Examples of fuzzy searches:
Lear~0.7
Searches with a similarity value of 0.7
Lear~0.5
Searches with a similarity value of 0.5
King AND Lear~0.5
Searches for exact matches to King and fuzzy matches to Lear
Lear~0.5 NOT lean
Searches for a fuzzy match to Lear but does not return matches for the word lean, which might be a fuzzy match to Lear
Note: Due to Verity syntax limitations, the similarity value is not supported in IBM FileNet P8 environments with Content Search Engine. If you specify a similarity value, it is ignored; it has no effect on the search.

Same-sentence search

Same-sentence searches, also known as proximity searches, are useful when you believe that two words might not always occur in the same order, but usually occur within the same sentence.

Same-sentence searching is not supported inFileNet P8 environments with IBM Content Search Services. Attempts to perform same-sentence searches in this environment return no results.
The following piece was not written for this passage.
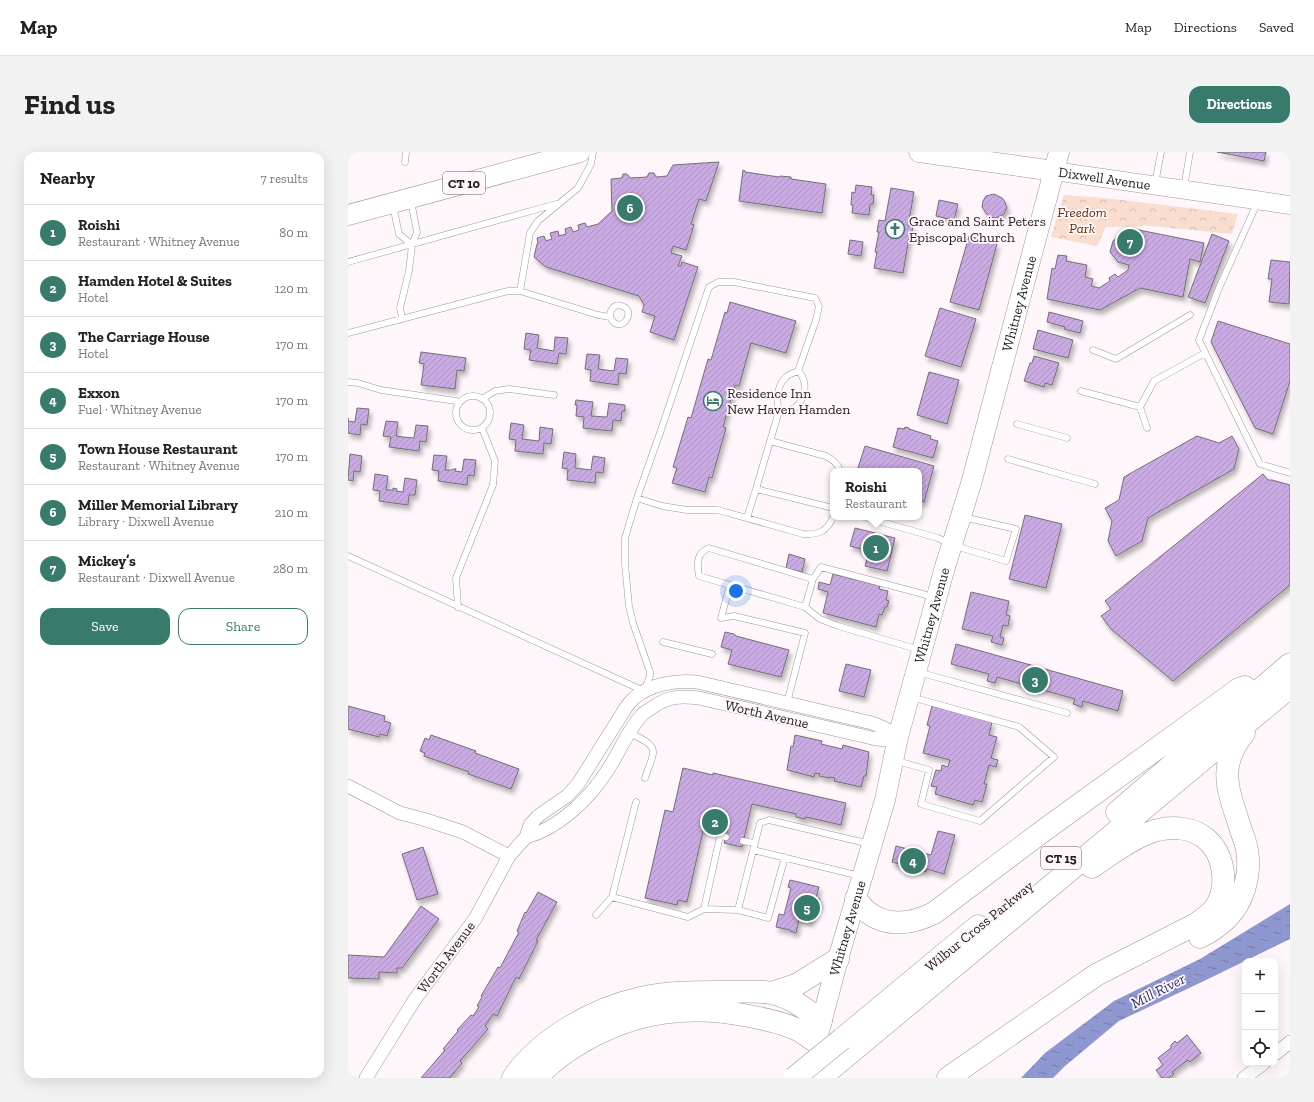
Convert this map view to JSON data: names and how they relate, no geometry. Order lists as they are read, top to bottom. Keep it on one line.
{"streets":{"highway":["CT 15","Wilbur Cross Parkway"],"main road":["Dixwell Avenue","CT 10","Whitney Avenue"],"street":["Worth Avenue"]},"crossings":[["Dixwell Avenue","Whitney Avenue"],["Whitney Avenue","Worth Avenue"]],"water":["Mill River"],"parks":["Freedom Park"],"places":{"church":["Grace and Saint Peters Episcopal Church"],"hotel":["Residence Inn New Haven Hamden"]},"page":{"header":"Map","nav":["Map","Directions","Saved"],"buttons":["Directions",["Save","Share"]],"title":"Find us","heading":["Nearby","7 results"],"pins":["6","7","1","3","2","4","5"],"list":[{"mark":"1","name":"Roishi","note":"Restaurant · Whitney Avenue","value":"80 m"},{"mark":"2","name":"Hamden Hotel & Suites","note":"Hotel","value":"120 m"},{"mark":"3","name":"The Carriage House","note":"Hotel","value":"170 m"},{"mark":"4","name":"Exxon","note":"Fuel · Whitney Avenue","value":"170 m"},{"mark":"5","name":"Town House Restaurant","note":"Restaurant · Whitney Avenue","value":"170 m"},{"mark":"6","name":"Miller Memorial Library","note":"Library · Dixwell Avenue","value":"210 m"},{"mark":"7","name":"Mickey’s","note":"Restaurant · Dixwell Avenue","value":"280 m"}],"popup":["Roishi","Restaurant"],"map_buttons":["+","−"]}}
For example, if you did a same-sentence search for King Lear, any content that contained either of the following sentences would be returned:
King Lear was the most tragic character in all of Shakespeare's plays.
Lear is the most tragic king of all of Shakespeare's characters.
Express a same-sentence search as:
(Term1 Term2) WITHIN SENTENCE
where Term1 and Term2 are the two words that you want to appear in the same sentence. You can specify only two terms in a same-sentence search. The two terms must be inside parentheses and must be followed by WITHIN SENTENCE. For example, if you want the terms King and Lear to occur in the same sentence, enter:
("King" "Lear") WITHIN SENTENCE
If you want the terms Cordelia and King Lear to occur in the same sentence, enter:
("Cordelia" "King Lear") WITHIN SENTENCE
You can also combine same-sentence search terms with other search terms, for example:
(("King" "Louis") WITHIN SENTENCE) NOT nomination
A same-sentence search is performed on (King Louis) WITHIN SENTENCE and content is returned that contains the words king and louis in the same sentence but does not contain the word nomination.
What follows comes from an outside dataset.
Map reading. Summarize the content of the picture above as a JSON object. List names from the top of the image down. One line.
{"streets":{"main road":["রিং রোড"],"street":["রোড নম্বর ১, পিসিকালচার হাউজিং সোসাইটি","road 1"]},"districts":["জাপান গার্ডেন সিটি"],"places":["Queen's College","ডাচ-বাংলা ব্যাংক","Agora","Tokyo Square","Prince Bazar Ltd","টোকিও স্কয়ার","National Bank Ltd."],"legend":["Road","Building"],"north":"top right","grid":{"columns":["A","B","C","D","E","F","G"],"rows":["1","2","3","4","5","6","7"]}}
Support for same-sentence search is provided by DB2® Net Search Extender, where this feature is sometimes also called proximity search. For more information about how DB2 Net Search Extender defines the end of a sentence, see the Paragraphs section of the Tokenization topic.

Same-sentence searching is not supported for content that is archived with IBM FileNet Email Manager and that is stored in an IBM FileNet P8 server.

Stemmed search

Stemmed searches are a good way to search for words with the same word stem and regular endings.
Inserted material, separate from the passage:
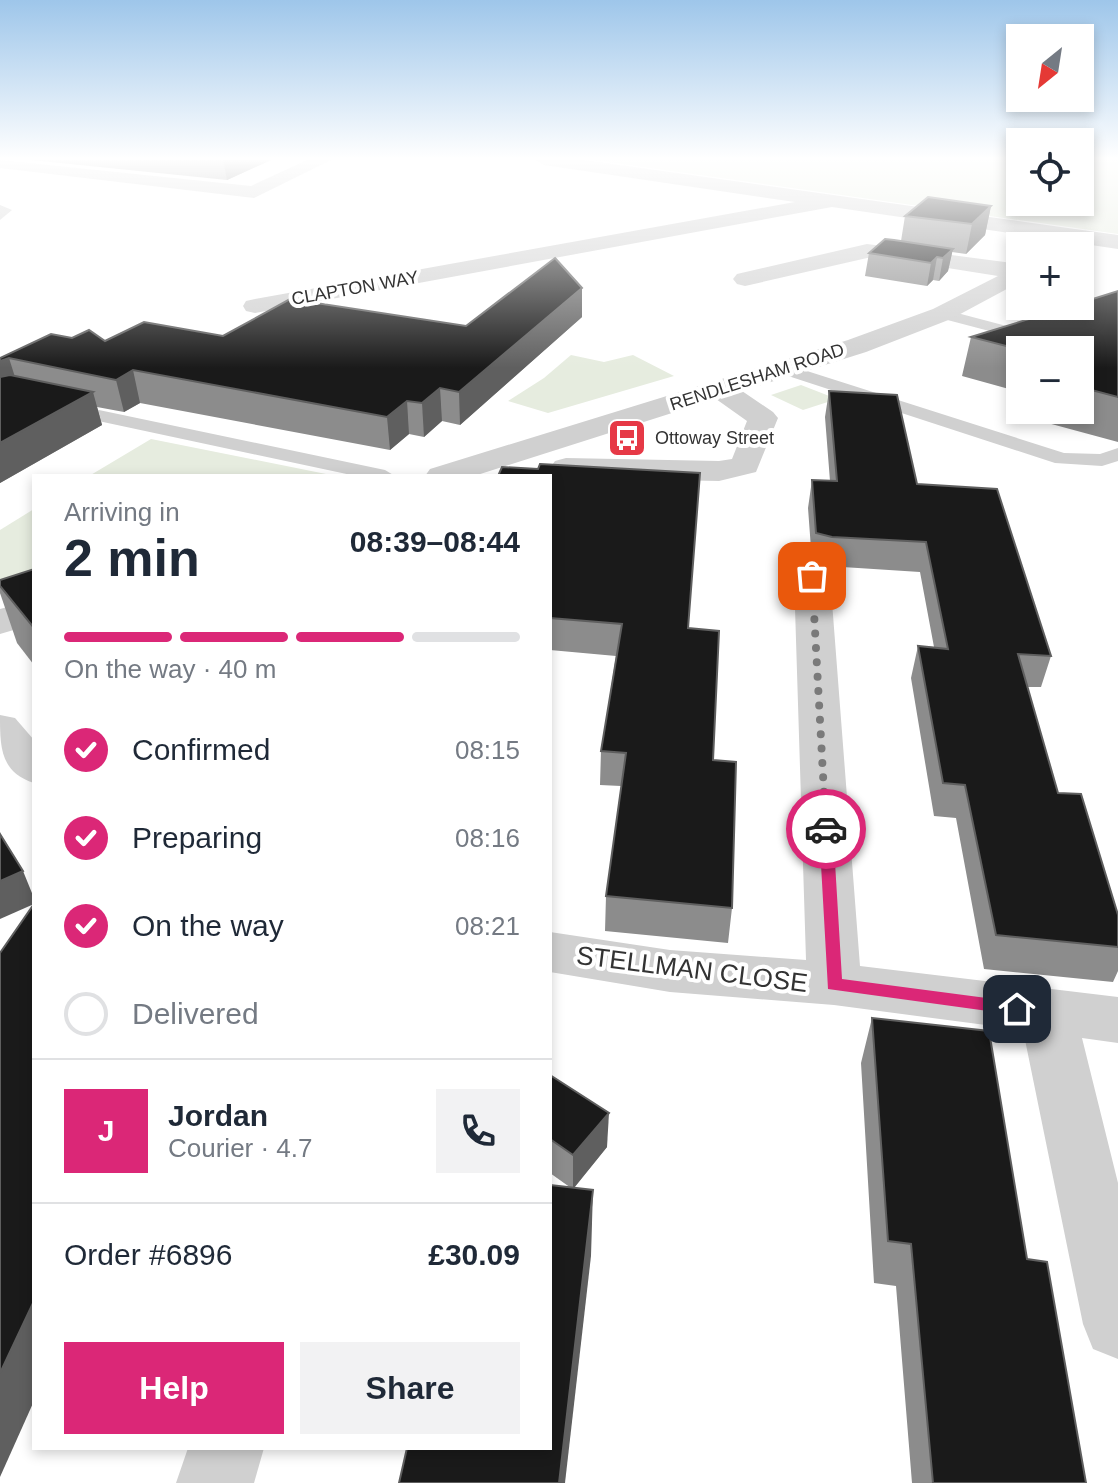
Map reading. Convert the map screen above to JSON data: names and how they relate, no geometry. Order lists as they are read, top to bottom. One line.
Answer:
{"streets":{"street":["CLAPTON WAY","RENDLESHAM ROAD","STELLMAN CLOSE"]},"places":{"bus stop":["Ottoway Street"]},"north":"bottom left","page":{"map_buttons":["+","−"],"heading":["2 min","Arriving in","08:39–08:44"],"panel":["Jordan","Courier · 4.7","Order #6896","£30.09"],"bar":"On the way · 40 m","list":[["Confirmed","08:15"],["Preparing","08:16"],["On the way","08:21"],"Delivered"],"round":"J","buttons":["Help","Share"]}}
Restriction: Stemmed searches are supported only in English.

Searching for the stemmed form of a term means reducing the term to its word stem and then searching on the word stem (also known as the base word). For example, searching for the word grows as a stemmed search returns content with the words grow, grows, and growing, but not growth, grown, or grew.

Stemmed search applies to all single terms in the search with the following exceptions:
  • Terms marked for fuzzy search
  • Terms that contain wildcard characters
  • Phrases (text surrounded by double quotation marks)
  • Same-sentence searches

For example, if you specify election OR nomination OR president~ OR hold* OR (King Lear) WITHIN SENTENCE as the search terms and then elect to perform a stemmed search, the stemmed search will apply only to the terms election and nomination.

Tip: To find the most related words, do both a stemmed and a fuzzy search. For example, a stemmed search for grow returns content that contains grow, grows and growing, while a fuzzy search for grow returns content that contains grew, grown, and growth, plus some other words unrelated in meaning.

Support for stemmed searches is provided by DB2 Net Search Extender. For complete information about stemmed searches, see the Net Search Extender Administration and User's Guide.

In IBM FileNet P8 environments that use IBM Content Search Services, lemmatisation is used instead of stemming for searching across content. Lemmatisation is the algorithmic determination of a word's lemma (the base part of a word). The main difference between lemmatisation and stemming is that lemmatisation operates not just on a word, but also its context. For example:
  • The word "better" has "good" as its lemma. This link is missed by stemming, because it requires a dictionary look-up.
  • The word "walk" is the base form for word "walking", and so "walk" is matched in both stemming and lemmatisation.
  • The word "versioning" can be either the base form of a noun or a form of a verb (meaning to version) depending on the context. Lemmatisation can determine the correct lemma for "versioning" based on context. For example, in the sentence, "The versioning support in this product is fantastic," the lemmatisation algorithm would select the noun form of "versioning" and identify the lemma as "versioning" which is the original search token.

Search across a range of values in integer fields

The following examples show how queries can be constructed:
TIEFLAG: 	10000 

TIEFLAG: 	=10000 

TIEFLAG: 	<10000 

TIEFLAG: 	<>10000 

TIEFLAG: 	>=10000 AND <=20000  

TIEFLAG: 	>=10000 AND <=20000 OR =15000 

TIEFLAG: 	!=5000 AND (>20000 OR <10000) AND !=25000 
For example:
relational_operator integer [ boolean_operator relational_operator integer] [ boolean_operator relational_operator integer] ...
where:

relational_operator can be >, <, >=, <=, =, != or <>

boolean_operator can either be AND or OR

The implicit order of operator precedence is AND, followed by OR. Parentheses can be used to override the implicit order.